Armenian Mirror-Spectator – Dawn Anahid MacKeen’s book, The Hundred-Year Walk: An Armenian Odyssey, is a finalist for the prestigious Dayton Literary Peace Prize in nonfiction. She is one of 12 authors shortlisted in nonfiction and fiction for the award, which recognizes the power of literature to promote peace and reconciliation.
Inspired by the 1995 Dayton Peace Accords that ended the war in Bosnia, the Dayton Literary Peace Prize is the only international literary peace prize awarded in the United States. The prize celebrates the power of literature to promote peace, justice, and global understanding. This year’s winners will be honored at a gala ceremony in Dayton on November 5.
The other finalists include Colson Whitehead’s Pulitzer Prize-winning The Underground Railroad, and J.D. Vance’s best-selling Hillbilly Elegy.
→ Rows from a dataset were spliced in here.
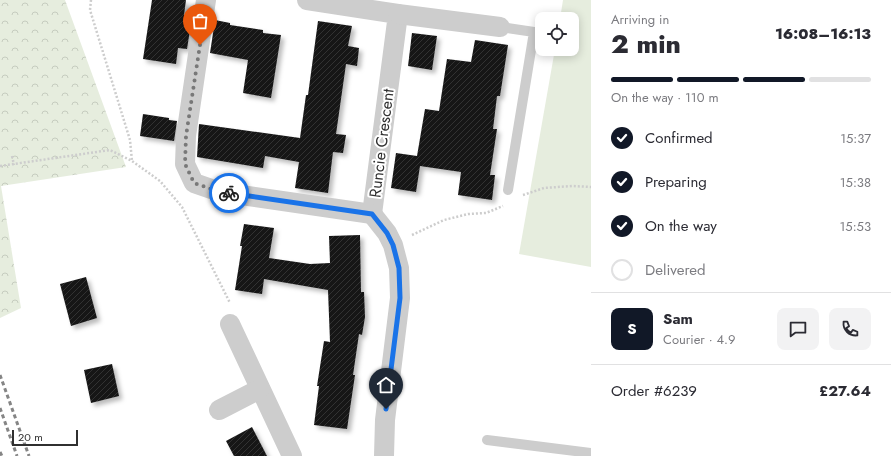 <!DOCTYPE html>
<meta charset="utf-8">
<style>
body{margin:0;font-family:Jost,sans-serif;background:#f2f2f3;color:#2b2b33;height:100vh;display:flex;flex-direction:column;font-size:15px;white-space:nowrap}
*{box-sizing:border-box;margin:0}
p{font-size:13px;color:#7c7c81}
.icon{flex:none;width:22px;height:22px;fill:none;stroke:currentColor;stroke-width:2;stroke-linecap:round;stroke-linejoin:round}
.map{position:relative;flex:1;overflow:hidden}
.side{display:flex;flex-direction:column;background:#fff;width:300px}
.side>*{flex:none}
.controls{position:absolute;left:535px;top:12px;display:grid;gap:8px}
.controls a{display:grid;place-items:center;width:44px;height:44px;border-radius:8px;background:#fff;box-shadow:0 2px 10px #0003;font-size:20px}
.scale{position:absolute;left:12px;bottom:10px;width:66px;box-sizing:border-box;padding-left:4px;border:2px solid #303030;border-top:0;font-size:11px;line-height:14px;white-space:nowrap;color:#303030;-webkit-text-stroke:3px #fff;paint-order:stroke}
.pin{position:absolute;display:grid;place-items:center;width:34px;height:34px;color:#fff;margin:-41px -17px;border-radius:50% 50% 50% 0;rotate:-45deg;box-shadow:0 0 4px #0007}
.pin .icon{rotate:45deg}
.courier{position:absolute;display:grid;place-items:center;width:40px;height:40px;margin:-20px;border:3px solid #1a73e8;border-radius:50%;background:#fff;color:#222;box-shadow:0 1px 5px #0007}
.head em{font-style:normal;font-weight:800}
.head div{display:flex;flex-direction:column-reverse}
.head{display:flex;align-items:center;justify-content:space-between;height:68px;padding:0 20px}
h1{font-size:26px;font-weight:800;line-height:30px}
.bar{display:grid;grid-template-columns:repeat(4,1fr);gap:6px 4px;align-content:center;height:48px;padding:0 20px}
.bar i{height:5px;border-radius:3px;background:#e1e1e2}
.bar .selected{background:#111827}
.bar p{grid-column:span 4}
.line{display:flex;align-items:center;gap:10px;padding:0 20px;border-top:1px solid #e1e1e2}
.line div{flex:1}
.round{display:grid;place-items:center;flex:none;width:42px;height:42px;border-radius:8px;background:#f2f2f3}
ol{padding:0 20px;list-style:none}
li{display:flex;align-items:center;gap:12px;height:44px}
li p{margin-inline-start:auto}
li .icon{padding:4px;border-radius:50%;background:#111827;color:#fff;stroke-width:4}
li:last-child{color:#7c7c81}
li i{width:22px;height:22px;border:2px solid #e1e1e2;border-radius:50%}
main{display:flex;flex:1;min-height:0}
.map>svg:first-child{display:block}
.green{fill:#e6edde}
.forest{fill:url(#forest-crowns)}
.building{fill:url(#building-hatch);filter:url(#shadow)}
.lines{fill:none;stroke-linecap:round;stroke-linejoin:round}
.path{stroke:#cdcdcd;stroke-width:2.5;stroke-dasharray:2 2;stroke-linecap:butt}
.lane{stroke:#cdcdcd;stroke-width:10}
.street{stroke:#cdcdcd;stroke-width:20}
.rail{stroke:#858585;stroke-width:3;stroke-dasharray:4 3;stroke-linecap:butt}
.done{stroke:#787878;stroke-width:4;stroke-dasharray:0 7.2}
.route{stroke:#1a73e8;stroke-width:5}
.labels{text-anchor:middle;stroke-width:4;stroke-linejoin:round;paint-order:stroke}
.street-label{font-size:16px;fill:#303030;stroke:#fff}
</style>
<main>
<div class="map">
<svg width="591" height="456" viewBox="0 0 591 456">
<defs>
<pattern id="forest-crowns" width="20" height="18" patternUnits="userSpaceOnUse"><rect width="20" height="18" fill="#e6edde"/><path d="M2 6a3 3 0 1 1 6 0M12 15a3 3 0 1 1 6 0" fill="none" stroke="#c6ccbf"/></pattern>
<pattern id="building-hatch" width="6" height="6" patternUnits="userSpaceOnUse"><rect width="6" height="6" fill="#171717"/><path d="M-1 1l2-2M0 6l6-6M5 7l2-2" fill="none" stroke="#303030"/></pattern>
<filter id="shadow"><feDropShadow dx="3.5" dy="3.5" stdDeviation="2" flood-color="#0004"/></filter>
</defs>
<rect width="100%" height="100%" fill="#fff"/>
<path class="green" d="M563,0H591V267L519,254L555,49H572V19H560Z"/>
<path class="forest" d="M0,0H65L126,167L1,186L21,308L0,318Z"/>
<g class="building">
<path d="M152,0H186L184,15L192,17L187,49L178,48L176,64L143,59Z"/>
<path d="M215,20L230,23V25L263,30V33L281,35L271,98L243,93L248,60L210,53Z"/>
<path d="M318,21L352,26L348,46L359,48L357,66L346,64L336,134L346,135L343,153L333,152L328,193L295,188L299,162L265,156L263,168L197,157L199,124L300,138L306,95H308Z"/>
<path d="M412,33L437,36L432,70L408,66Z"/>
<path d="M475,40L508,45L500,96H497L493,129H497L490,175H495L492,200L458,195L461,172L420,166L416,192L391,188L396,153L417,156L425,109L439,111L447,59L471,62Z"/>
<path d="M143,114L169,118V120L177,121L174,141L140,136Z"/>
<path d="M244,224L274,228L269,258L310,264L330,263L329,236L360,235L361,292H364L365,317L362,335L359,334L353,375H355L347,429L314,425L319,386H317L324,341L330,342L328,290L264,279L262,294L235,290L242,246H240Z"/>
<path d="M86,277L97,318L71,326L60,284Z"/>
<path d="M112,364L119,396L91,403L84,370Z"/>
<path d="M252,427L267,456H234L226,441Z"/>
</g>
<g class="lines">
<g class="path">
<path d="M91,0L90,10L130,140L132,161"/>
<path d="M12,156L14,165"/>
<path d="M0,166L110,150L132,161L160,181L182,207L230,303"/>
<path d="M523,195L544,188L572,186L591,187"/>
<path d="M412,235L444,220L468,214L486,213L503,206"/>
</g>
<g class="lane">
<path d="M500,27L534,32L508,190"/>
<path d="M487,440L591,453"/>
</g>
<g class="street">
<path d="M206,0L186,136L185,164L194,183L220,192L372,214"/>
<path d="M307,0L398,14L372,214"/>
<path d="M398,14L500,27"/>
<path d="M372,214L387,233L393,245L399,268L400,298L385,420L384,456"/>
<path d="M230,324L292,456"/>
<path d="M219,410L260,389"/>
</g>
<g class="rail">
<path d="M0,375L29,456"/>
<path d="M0,408L17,456"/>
<path d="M0,452L2,456"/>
</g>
</g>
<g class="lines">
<path class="done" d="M200,45L186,136L185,164L194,183L220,192L229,193"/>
<path class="route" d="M229,193L372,214L387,233L393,245L399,268L400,298L386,409"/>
</g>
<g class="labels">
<g class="street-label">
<text transform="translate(381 143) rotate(-83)" y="6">Runcie Crescent</text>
</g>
</g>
</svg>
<div class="controls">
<a><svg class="icon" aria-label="locate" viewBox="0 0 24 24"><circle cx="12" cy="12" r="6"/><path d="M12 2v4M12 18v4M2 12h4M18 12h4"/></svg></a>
</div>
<div class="scale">20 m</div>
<div class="pin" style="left:200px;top:45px;background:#ea580c"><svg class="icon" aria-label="bag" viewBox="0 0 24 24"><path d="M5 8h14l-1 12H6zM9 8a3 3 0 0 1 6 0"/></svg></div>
<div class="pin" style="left:386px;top:409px;background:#1f2937"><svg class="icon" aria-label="home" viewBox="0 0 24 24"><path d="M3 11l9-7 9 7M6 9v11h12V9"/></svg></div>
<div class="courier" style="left:229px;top:193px"><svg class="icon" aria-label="bike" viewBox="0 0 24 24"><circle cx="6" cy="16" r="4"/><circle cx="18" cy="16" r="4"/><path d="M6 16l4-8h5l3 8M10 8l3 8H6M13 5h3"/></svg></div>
</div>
<section class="side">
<div class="head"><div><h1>2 min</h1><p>Arriving in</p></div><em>16:08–16:13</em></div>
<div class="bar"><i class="selected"></i><i class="selected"></i><i class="selected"></i><i></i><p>On the way · 110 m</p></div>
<ol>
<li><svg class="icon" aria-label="check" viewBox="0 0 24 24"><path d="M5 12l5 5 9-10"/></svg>Confirmed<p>15:37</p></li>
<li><svg class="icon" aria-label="check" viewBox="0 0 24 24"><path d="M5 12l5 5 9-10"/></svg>Preparing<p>15:38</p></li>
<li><svg class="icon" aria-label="check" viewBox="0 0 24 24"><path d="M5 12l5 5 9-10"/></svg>On the way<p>15:53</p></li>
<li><i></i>Delivered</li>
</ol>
<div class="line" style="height:72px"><b class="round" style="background:#111827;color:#fff">S</b><div><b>Sam</b><p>Courier · 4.9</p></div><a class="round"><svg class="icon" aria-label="chat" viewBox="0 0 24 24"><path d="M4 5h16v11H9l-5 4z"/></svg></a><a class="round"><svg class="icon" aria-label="phone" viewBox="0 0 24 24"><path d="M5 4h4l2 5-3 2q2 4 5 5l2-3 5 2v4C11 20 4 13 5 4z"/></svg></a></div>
<div class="line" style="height:52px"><div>Order #6239</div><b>£27.64</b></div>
</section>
</main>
“At a time of great uncertainty in the world, this year’s finalists reveal how we got to this point and offer powerful lessons on how we can heal, reconcile, and build a better world,” said Sharon Rab, co-chair of the Dayton Literary Peace Prize Foundation. “Now more than ever, we need to celebrate authors who dare to explore the impact of war, exile, racism, and economic inequality and, more importantly, endeavor to offer hope in these tumultuous times.”
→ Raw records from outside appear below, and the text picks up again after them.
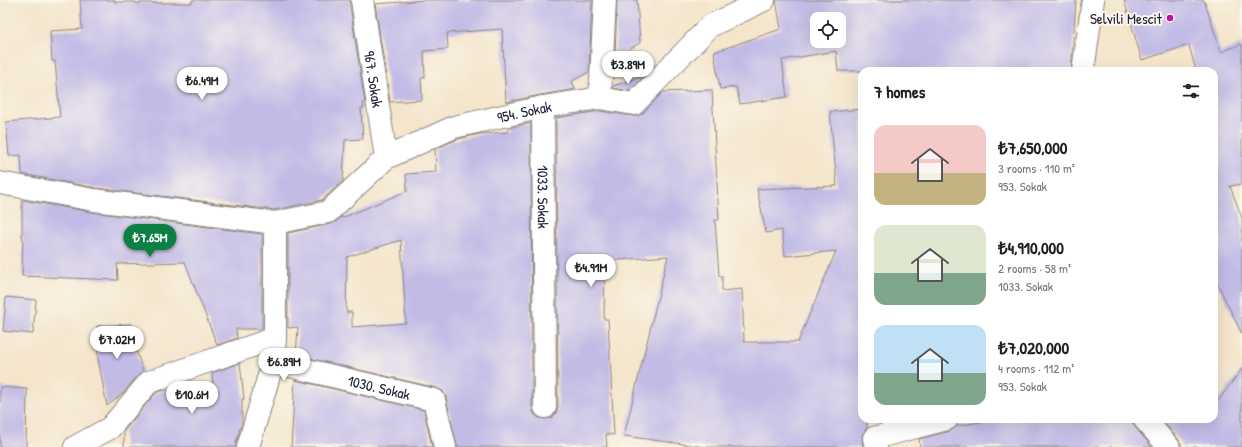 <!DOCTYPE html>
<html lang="en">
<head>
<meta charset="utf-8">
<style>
  :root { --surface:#fff; --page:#f2f2f2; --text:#222; --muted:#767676; --accent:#0b8043 }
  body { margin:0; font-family:"Patrick Hand",sans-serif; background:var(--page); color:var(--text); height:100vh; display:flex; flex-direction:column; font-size:15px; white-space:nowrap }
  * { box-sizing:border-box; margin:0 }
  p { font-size:13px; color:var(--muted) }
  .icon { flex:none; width:22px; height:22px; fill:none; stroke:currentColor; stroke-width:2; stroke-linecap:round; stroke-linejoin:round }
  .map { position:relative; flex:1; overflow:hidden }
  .sheet { position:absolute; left:858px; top:67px; width:360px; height:356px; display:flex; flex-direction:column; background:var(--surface); border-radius:12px; box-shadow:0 4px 16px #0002 }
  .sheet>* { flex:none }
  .fabs { position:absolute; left:810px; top:12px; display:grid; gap:8px }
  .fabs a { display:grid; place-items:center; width:36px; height:36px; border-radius:8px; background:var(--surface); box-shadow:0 4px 16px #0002; font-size:20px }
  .price { position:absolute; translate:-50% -34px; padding:0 9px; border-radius:14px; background:#fff; color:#222; font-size:13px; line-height:26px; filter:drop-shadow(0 1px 2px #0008) }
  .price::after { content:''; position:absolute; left:50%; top:24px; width:12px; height:9px; margin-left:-6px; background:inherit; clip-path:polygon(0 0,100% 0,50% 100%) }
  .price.on { background:var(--accent); color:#fff }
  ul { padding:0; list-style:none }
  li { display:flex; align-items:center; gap:12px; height:100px; padding:0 16px }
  li span { display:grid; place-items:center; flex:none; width:112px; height:80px; border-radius:12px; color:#555 }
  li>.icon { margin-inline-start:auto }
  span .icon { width:48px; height:48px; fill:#fffc; stroke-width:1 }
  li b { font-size:17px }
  h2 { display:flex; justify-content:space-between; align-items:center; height:48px; padding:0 16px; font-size:17px }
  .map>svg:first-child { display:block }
</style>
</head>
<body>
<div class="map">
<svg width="1242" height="447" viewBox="0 0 1242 447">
  <rect width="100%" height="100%" fill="#fbf7ec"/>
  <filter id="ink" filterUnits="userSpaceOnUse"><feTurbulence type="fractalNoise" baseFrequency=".025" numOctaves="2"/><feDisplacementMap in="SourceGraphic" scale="8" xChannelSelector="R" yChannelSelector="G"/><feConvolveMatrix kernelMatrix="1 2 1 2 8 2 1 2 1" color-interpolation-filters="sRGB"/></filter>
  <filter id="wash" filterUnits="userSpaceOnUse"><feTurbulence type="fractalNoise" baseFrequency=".012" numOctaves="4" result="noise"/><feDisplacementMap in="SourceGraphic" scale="16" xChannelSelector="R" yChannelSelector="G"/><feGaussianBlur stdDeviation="0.9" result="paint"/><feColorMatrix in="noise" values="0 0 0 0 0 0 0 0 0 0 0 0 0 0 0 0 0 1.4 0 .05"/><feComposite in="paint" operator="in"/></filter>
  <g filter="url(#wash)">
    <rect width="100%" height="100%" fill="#f4e5cb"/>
    <g id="blocks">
      <path fill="#c2bbe6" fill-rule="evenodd" d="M 80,0 L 115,0 L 115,2 L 135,2 L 135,3 L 192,3 L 192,0 L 349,0 L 365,103 L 363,103 L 364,108 L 361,108 L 363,139 L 345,140 L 343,181 L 322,200 L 274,210 L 96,188 L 22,174 L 21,155 L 9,156 L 6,122 L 60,117 L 55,61 L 52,61 L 50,31 L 82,29 Z
        M 427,0 L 592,0 L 589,72 L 572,81 L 575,89 L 540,95 L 506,102 L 502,29 L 447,33 L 448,49 L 424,51 L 425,78 L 421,78 L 422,100 L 390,102 L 375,4 Z
        M 617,0 L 637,0 L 640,43 L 615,57 Z
        M 776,0 L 1076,0 L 1071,71 L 838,71 L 836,51 L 782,60 L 787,97 L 740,104 L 736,87 L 720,89 L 714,52 L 781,29 ZM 817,19 L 839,19 L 839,41 L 817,41 Z
        M 1124,0 L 1204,0 L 1221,52 L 1242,44 L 1242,184 L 1230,186 L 1242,218 L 1242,334 L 1214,277 L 1214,71 L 1196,71 L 1189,45 L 1142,60 Z
        M 643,76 L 643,77 L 630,91 L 613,88 L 613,86 Z
        M 712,90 L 719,220 L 715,220 L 719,276 L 722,276 L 722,291 L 742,289 L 744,342 L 798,342 L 836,251 L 785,256 L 782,230 L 766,233 L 757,189 L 837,186 L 830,112 L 862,109 L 862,419 L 867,419 L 867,428 L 862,435 L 863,447 L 705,447 L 624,436 L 668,256 L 605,261 L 604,319 L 608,319 L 614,435 L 606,434 L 607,447 L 457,447 L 446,397 L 443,391 L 437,388 L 296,355 L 298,327 L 288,328 L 288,233 L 331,224 L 337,221 L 342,216 L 342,218 L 407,191 L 406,174 L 436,172 L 435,149 L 458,139 L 480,134 L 508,132 L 508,128 L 531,123 L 532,407 L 534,414 L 539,418 L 545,419 L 552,418 L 556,413 L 558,407 L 556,118 L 600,111 L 632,116 L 637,116 L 643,113 L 663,92 ZM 401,240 L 406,323 L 352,327 L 352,312 L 346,312 L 347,257 Z
        M 22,200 L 92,212 L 262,234 L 262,329 L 236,329 L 237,338 L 217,345 L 185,262 L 117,264 L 118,280 L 22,276 L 23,237 L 22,237 Z
        M 6,297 L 36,300 L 33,334 L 3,331 Z
        M 131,324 L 132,338 L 143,371 L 139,374 L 123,393 L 107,406 L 98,359 L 97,326 Z
        M 240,363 L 244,399 L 242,399 L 242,421 L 237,440 L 236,440 L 236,447 L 124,447 L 124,431 L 154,395 L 160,391 L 213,385 L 212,373 Z
        M 1242,369 L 1242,447 L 1181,447 L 1181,444 L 1178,439 L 1161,419 L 1214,419 L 1214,406 Z
        M 295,380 L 424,410 L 432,447 L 291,447 Z
        M 0,387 L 27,389 L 26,447 L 0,447 Z
        M 998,419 L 1132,419 L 1132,422 L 1135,427 L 1152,447 L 920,447 L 919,439 L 950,431 L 957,426 Z"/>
    </g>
  </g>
  <g filter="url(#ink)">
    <use href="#blocks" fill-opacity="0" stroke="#8b8483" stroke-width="1"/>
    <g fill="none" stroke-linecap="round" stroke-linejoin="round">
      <defs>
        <g id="minor">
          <path id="s1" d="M 362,0 L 386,158"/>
          <path d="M 1083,71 L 1093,0"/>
          <path d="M 600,98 L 605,0"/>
          <path id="s2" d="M 543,107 L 545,407"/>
          <path id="s3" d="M 0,183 L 94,200 L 275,223 L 328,212 L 386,158 L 454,127 L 543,107 L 600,98 L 634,104 L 710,26 L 764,0"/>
          <path id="s4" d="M 275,223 L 275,338 L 273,362 L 434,400 L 445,447"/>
          <path d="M 1144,419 L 1169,447"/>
          <path d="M 75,447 L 110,428 L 149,382 L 275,338"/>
          <path d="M 248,447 L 273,362"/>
          <path d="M 876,447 L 874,438 L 947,419"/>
        </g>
      </defs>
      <use href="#minor" stroke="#8b8483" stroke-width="24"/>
      <use href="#minor" stroke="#fff" stroke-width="22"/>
    </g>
  </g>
  <circle fill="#b5179e" stroke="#fbf7ec" stroke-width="1.5" cx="1170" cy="18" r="4"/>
  <g text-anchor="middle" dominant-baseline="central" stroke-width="4" stroke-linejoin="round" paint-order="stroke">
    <g font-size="15" fill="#22223b" stroke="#fbf7ec" text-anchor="end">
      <text x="1162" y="18">Selvili Mescit</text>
    </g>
    <g font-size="15" fill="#22223b" stroke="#fbf7ec">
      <text stroke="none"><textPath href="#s1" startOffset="80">967. Sokak</textPath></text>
      <text stroke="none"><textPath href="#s3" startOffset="558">954. Sokak</textPath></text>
      <text stroke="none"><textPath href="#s2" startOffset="90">1033. Sokak</textPath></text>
      <text stroke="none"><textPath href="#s4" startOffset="248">1030. Sokak</textPath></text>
    </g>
  </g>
</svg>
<div class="fabs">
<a><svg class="icon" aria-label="locate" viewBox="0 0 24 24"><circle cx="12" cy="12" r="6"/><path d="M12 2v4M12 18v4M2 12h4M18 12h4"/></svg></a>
</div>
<b class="price" style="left:628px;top:85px">₺3.89M</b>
<b class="price" style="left:202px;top:101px">₺6.49M</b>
<b class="price on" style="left:150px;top:258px">₺7.65M</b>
<b class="price" style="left:591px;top:288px">₺4.91M</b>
<b class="price" style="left:117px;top:360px">₺7.02M</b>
<b class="price" style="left:284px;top:382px">₺6.89M</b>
<b class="price" style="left:192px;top:415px">₺10.6M</b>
<section class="sheet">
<h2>7 homes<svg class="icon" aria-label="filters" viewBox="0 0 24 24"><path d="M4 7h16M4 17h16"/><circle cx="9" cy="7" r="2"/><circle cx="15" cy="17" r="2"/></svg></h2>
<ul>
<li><span style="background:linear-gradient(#f6c9c9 60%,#c2b280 0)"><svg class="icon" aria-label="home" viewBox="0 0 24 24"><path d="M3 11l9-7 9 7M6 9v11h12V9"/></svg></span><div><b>₺7,650,000</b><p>3 rooms · 110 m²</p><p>953. Sokak</p></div></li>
<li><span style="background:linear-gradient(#dfe7d0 60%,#7fa58c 0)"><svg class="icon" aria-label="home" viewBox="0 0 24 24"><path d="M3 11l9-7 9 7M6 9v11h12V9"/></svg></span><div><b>₺4,910,000</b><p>2 rooms · 58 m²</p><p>1033. Sokak</p></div></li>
<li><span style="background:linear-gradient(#bfe0f5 60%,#7fa58c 0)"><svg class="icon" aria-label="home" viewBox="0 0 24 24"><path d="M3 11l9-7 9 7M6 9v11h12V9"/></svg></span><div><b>₺7,020,000</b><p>4 rooms · 112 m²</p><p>953. Sokak</p></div></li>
</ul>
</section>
</div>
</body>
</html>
The Hundred-Year Walk tells the courageous story of MacKeen’s grandfather, Stepan Miskjian, one of the few to survive the massacres in the Deir Zor region of present-day Syria. Miskjian left hundreds of pages detailing his survival, which MacKeen, an investigative journalist, used to reconstruct his life and death march. She then retraced his steps across Turkey and Syria. The book alternates between the two accounts. Miskjian believed he’d lived in order to tell the world about the atrocities. “Being a witness to that satanic pogrom, I vowed it as my duty to put to paper what I saw,” Miskjian wrote in his notebooks.
Both the New York Post and Outside declared the book a “must read.” It was also awarded best biography by the American Society of Journalists and Authors, and longlisted for the Chautauqua Prize. It’s beginning to be taught in universities and high schools. “I’m so honored that many students and readers are learning about the genocide for the first time through my grandfather’s story,” MacKeen said. “Education is the reason why I spent a decade on this book.”